Die in der heutigen Zeit spielende Handlung empfand ich als sehr vorhersehbar und mit einigen Klischees und Plattitüden behaftet. So war mir schnell klar, wie sich die Beziehung von Lisa und Marco entwickeln würde. Auch ihr Auftreten als Retter in der Not des in wirtschaftliche Schieflage geratenen Pferdehofs war für mich wenig glaubhaft, zumal die dort lebendem Besitzer zunächst lediglich Vermutungen anstellen können, wer Lisa sein könnte. Zum Glück ließ die Autorin auch einige ihrer norwegischen Protagonisten Lisa Feuereifer mit Skepsis betrachten.

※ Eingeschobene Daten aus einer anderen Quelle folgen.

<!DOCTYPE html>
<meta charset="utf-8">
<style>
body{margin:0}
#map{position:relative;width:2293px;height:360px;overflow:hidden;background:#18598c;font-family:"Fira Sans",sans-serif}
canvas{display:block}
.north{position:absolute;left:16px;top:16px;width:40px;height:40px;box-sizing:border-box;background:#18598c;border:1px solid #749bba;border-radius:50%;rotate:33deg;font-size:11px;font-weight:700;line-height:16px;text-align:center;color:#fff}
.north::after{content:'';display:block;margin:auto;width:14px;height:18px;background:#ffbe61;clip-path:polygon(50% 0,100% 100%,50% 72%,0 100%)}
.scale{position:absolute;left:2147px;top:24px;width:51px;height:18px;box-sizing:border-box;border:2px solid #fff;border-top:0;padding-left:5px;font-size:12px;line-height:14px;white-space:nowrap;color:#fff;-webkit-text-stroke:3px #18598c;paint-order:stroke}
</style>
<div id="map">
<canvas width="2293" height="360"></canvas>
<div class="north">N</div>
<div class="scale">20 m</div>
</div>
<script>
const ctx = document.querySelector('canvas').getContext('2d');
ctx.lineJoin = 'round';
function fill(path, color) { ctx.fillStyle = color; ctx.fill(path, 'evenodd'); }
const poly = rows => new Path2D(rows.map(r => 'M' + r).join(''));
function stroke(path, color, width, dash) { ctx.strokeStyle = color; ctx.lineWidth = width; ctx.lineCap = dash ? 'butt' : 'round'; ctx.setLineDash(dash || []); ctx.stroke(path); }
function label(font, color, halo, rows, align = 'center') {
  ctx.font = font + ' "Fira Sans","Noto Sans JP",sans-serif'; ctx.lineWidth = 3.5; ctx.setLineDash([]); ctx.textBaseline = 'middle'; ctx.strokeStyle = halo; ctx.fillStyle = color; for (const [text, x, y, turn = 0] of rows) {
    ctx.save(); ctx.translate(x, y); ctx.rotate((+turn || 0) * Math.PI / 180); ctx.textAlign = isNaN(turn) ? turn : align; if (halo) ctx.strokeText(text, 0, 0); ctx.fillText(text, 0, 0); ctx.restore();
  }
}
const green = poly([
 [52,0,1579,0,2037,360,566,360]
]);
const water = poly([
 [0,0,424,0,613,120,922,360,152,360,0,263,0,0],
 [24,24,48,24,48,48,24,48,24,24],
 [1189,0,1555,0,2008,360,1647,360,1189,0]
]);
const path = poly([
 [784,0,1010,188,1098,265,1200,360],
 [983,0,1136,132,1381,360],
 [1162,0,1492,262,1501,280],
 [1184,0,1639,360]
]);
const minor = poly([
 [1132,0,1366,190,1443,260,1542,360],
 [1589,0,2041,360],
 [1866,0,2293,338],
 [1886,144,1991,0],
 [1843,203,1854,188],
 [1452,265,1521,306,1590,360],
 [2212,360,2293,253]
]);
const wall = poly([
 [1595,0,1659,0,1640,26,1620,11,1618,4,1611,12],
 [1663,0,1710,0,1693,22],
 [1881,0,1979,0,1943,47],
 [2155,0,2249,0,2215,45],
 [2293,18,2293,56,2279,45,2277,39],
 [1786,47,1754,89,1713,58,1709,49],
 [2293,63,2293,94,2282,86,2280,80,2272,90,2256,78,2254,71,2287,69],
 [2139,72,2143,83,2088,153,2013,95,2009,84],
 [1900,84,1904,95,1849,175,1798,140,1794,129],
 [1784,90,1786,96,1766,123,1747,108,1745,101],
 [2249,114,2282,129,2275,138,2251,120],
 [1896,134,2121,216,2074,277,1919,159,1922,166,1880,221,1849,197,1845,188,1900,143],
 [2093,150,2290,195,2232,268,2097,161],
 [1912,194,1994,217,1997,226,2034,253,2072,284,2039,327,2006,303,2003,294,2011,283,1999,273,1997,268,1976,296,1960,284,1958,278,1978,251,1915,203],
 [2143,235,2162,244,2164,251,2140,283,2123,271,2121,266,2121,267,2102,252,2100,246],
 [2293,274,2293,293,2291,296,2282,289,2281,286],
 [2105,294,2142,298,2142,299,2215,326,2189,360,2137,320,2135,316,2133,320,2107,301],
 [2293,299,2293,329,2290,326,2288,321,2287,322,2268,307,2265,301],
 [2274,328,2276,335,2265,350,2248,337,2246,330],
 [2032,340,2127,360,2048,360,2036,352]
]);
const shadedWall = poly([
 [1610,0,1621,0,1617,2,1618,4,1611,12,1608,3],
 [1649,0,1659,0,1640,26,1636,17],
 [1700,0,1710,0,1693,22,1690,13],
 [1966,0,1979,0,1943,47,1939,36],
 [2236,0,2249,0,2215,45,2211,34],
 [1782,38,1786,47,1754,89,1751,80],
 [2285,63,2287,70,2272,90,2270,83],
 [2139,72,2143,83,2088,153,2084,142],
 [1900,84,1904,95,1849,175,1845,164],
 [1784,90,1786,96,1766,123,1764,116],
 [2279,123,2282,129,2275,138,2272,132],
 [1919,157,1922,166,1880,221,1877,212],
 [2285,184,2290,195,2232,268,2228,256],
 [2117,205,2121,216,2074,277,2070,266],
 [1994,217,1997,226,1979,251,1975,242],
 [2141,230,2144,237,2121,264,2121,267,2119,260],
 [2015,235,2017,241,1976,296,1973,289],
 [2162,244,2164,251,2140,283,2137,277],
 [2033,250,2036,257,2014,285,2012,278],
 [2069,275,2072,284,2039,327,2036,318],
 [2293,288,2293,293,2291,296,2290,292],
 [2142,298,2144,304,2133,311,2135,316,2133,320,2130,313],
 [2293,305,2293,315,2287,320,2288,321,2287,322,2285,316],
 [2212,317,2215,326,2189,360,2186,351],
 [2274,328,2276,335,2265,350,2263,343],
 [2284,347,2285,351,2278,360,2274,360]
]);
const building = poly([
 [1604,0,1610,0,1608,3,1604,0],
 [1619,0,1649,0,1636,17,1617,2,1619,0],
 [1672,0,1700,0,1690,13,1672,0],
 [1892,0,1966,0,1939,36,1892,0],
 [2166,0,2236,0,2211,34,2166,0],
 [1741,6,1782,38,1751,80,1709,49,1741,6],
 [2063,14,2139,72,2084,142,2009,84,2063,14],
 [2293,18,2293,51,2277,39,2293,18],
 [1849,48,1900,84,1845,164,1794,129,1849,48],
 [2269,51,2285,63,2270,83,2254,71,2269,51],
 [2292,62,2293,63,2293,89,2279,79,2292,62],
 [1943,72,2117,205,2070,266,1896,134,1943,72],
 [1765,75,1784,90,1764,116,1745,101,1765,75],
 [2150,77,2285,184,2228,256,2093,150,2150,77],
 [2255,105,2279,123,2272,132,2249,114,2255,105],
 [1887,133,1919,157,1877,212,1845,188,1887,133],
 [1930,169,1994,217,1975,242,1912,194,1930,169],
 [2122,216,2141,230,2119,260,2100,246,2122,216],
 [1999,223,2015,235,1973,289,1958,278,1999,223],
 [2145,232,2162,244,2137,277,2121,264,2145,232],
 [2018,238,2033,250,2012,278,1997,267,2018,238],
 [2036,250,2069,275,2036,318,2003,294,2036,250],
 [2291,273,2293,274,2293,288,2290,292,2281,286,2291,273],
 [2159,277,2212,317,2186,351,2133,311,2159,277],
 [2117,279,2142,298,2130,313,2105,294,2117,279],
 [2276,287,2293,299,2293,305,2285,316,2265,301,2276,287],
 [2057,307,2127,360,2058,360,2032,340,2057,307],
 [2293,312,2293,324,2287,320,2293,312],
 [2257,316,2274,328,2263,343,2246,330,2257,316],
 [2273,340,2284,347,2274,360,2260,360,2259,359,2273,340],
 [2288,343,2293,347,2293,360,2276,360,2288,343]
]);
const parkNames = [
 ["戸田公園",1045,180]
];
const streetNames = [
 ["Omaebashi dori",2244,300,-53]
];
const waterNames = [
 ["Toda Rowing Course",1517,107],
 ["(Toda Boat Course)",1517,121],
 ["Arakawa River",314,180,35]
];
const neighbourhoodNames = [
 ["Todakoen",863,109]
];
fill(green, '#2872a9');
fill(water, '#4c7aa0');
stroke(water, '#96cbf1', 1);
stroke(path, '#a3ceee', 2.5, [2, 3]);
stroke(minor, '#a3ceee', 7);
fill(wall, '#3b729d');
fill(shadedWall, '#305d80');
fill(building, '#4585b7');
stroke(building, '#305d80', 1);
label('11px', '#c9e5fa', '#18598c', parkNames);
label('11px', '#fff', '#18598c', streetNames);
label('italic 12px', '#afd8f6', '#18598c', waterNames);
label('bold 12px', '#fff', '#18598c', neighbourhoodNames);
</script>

„Im Land der weiten Fjorde“ ist ein schöner Norwegenroman, er ist leicht und flüssig zu lesen. Das Buch hat mich an ein paar Abenden gut unterhalten und auch ein bisschen Fernweh aufkommen lassen. Denn die Beschreibungen von Land und Leuten sind Christine Kabus sehr gut gelungen. Für mich war es das richtige Buch zur passenden Zeit.

2 von 2 Kunden fanden diese Rezension hilfreich.

Bewertung vom 23.03.2014
Die Toten im Schnee
Pasini, Giuliano

Die Toten im Schnee


gut

„Die Toten im Schnee“ ist einer der Kriminalromane, die sich des sehr in Mode gekommenen Lokalkolorits bedienen, dazu kommt ein Kommissar, zugereist und mit ein paar persönlichen Unzulänglichkeiten ausgestattet. Vom Ansatz her bietet Giuliano Pasini nichts Neues. Aber dann wird der in der Gegenwart erfolgte Mehrfachmord mit Geschehnissen zu Zeiten des Zweiten Weltkrieges verknüpft. Damit beginnt die Handlung, die zuvor schon etwas behäbig anmutete, deutlich an Tempo und Spannung zu gewinnen. Zwar merkt man dem Kriminalroman deutlich das eine oder andere Handlungskonstrukt, um es nicht Unstimmigkeit zu nennen, an, trotzdem habe ich ihn nicht ungern gelesen. Was mir am Anfang noch etwas wirr und undurchschaubar erschien, bekam nach und nach immer mehr Sinn. Dazu kam der sehr interessante historische Teil, der mich ein wenig mehr über die jüngere Geschichte Italiens hinzulernen ließ.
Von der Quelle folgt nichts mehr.